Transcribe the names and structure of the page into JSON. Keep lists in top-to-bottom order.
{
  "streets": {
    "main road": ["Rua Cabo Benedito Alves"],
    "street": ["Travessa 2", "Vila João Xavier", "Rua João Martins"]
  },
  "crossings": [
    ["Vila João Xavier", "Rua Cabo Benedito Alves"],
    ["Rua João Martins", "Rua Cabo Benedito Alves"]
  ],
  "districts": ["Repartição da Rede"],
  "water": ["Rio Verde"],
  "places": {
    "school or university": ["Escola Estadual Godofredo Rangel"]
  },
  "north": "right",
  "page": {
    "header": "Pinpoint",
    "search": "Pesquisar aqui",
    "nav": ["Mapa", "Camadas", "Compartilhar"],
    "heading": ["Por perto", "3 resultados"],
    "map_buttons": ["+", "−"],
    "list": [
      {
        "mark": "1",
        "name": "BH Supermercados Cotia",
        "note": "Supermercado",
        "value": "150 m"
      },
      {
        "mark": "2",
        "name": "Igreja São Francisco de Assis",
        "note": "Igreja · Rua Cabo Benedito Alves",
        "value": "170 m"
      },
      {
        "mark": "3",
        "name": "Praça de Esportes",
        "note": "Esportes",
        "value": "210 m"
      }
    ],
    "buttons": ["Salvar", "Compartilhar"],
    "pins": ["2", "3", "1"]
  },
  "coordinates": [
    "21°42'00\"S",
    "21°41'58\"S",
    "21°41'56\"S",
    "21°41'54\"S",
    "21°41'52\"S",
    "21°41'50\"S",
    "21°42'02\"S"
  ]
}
==========
Repeat every line of the material exactly as given.

Solution for this problem.
Transcribe the names and structure of the page into JSON. Keep lists in top-to-bottom order.
{
  "streets": {
    "main road": ["Rua Cabo Benedito Alves"],
    "street": ["Travessa 2", "Vila João Xavier", "Rua João Martins"]
  },
  "crossings": [
    ["Vila João Xavier", "Rua Cabo Benedito Alves"],
    ["Rua João Martins", "Rua Cabo Benedito Alves"]
  ],
  "districts": ["Repartição da Rede"],
  "water": ["Rio Verde"],
  "places": {
    "school or university": ["Escola Estadual Godofredo Rangel"]
  },
  "north": "right",
  "page": {
    "header": "Pinpoint",
    "search": "Pesquisar aqui",
    "nav": ["Mapa", "Camadas", "Compartilhar"],
    "heading": ["Por perto", "3 resultados"],
    "map_buttons": ["+", "−"],
    "list": [
      {
        "mark": "1",
        "name": "BH Supermercados Cotia",
        "note": "Supermercado",
        "value": "150 m"
      },
      {
        "mark": "2",
        "name": "Igreja São Francisco de Assis",
        "note": "Igreja · Rua Cabo Benedito Alves",
        "value": "170 m"
      },
      {
        "mark": "3",
        "name": "Praça de Esportes",
        "note": "Esportes",
        "value": "210 m"
      }
    ],
    "buttons": ["Salvar", "Compartilhar"],
    "pins": ["2", "3", "1"]
  },
  "coordinates": [
    "21°42'00\"S",
    "21°41'58\"S",
    "21°41'56\"S",
    "21°41'54\"S",
    "21°41'52\"S",
    "21°41'50\"S",
    "21°42'02\"S"
  ]
}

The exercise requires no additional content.